Monarch: an API to your supercomputer

Getting distributed training jobs to run on huge clusters is hard! This is especially true when you start looking at more complex setups like distributed reinforcement learning. Debugging these kinds of jobs is frustrating, and the turnaround time for changes tends to be very slow.

Monarch is a distributed programming framework for PyTorch that makes the cluster programmable through a simple Python API. It exposes the supercomputer as a coherent, directly controllable system—bringing the experience of local development to large-scale training, as if your laptop had 1000s of GPUs attached. A complete training system can be defined in a single Python program. Core primitives are explicit and minimal, enabling higher-level capabilities—fault tolerance, orchestration, tooling integration—to be built as reusable libraries.
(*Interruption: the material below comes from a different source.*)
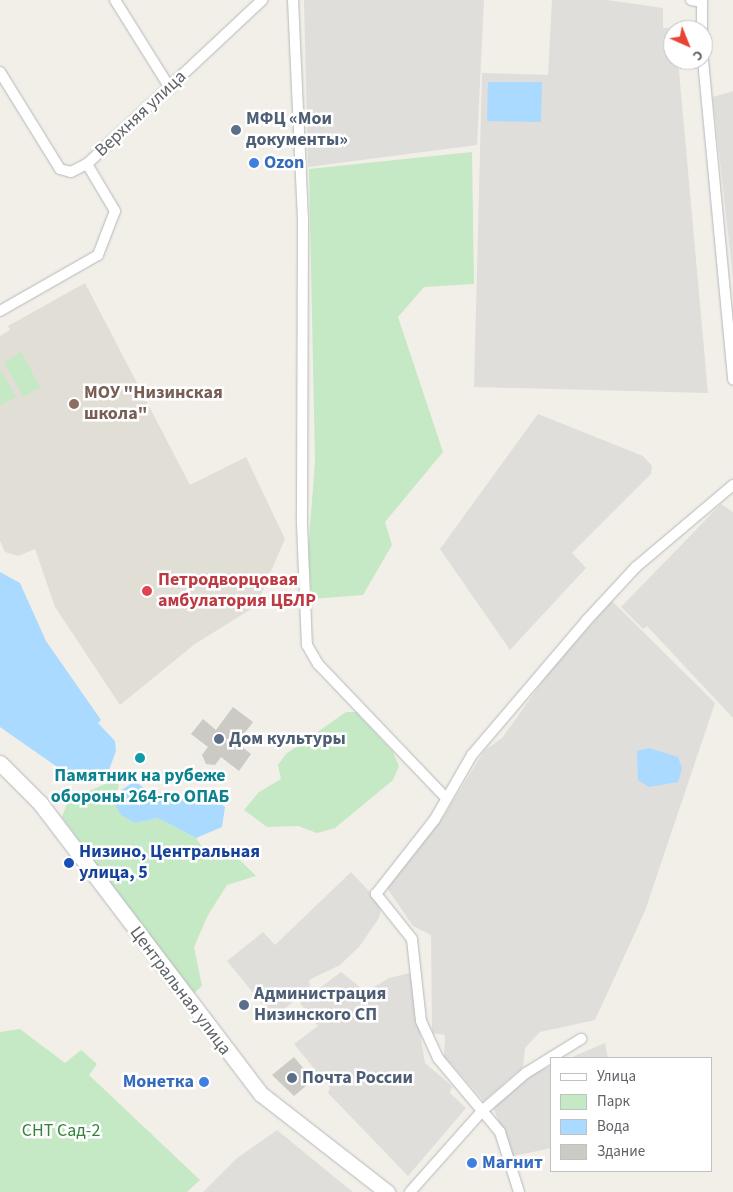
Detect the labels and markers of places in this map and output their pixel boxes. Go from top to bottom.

Monarch is optimized for agentic usage, providing consistent infrastructure abstractions and exposing telemetry via standard SQL-based APIs that agents already excel at using. Agents can do a lot of development tasks by just running on your dev machine, and Monarch is really good at turning your devmachine into a supercomputer, leveling-up those agents.
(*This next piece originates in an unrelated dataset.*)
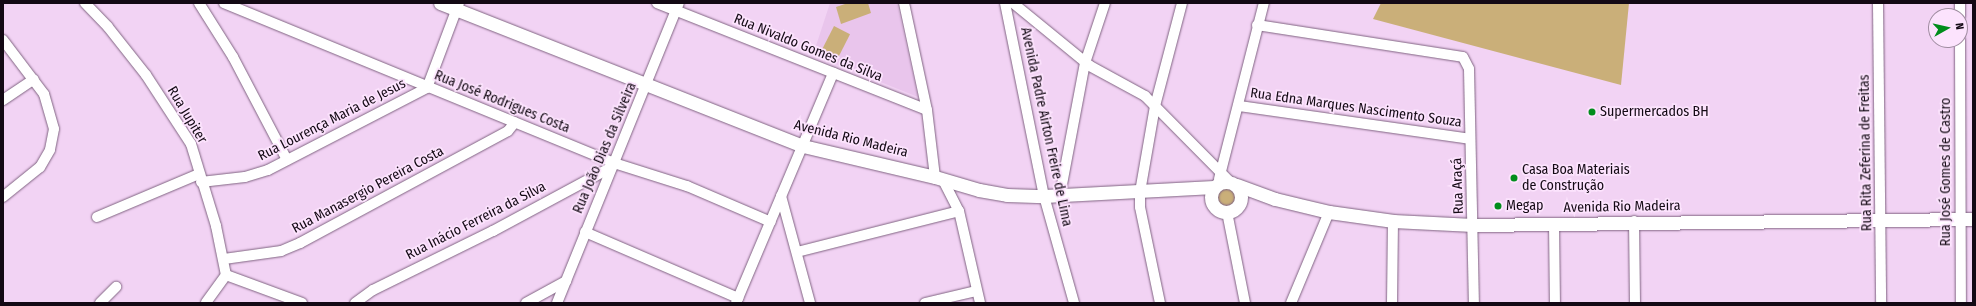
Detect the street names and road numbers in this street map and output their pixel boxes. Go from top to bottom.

The project launched at the PyTorch conference in October 2025; you can read about it here: Introducing PyTorch Monarch. This blog covers how Monarch has evolved into an effective framework for agent-driven training development. It will also cover Monarch’s major improvements since October, including native Kubernetes support, RDMA improvements, distributed telemetry, and more.

Agentic Development in Monarch

By representing your supercomputing cluster through a coherent model of hosts, procs, and actors, and pairing it with “batteries included” infrastructure, Monarch gives your agent superpowers! It can directly manage and debug running code, rapidly sync dependencies and data, run new code, and provision additional hosts, procs, and actors in an efficient and consistent way regardless of where it is deployed.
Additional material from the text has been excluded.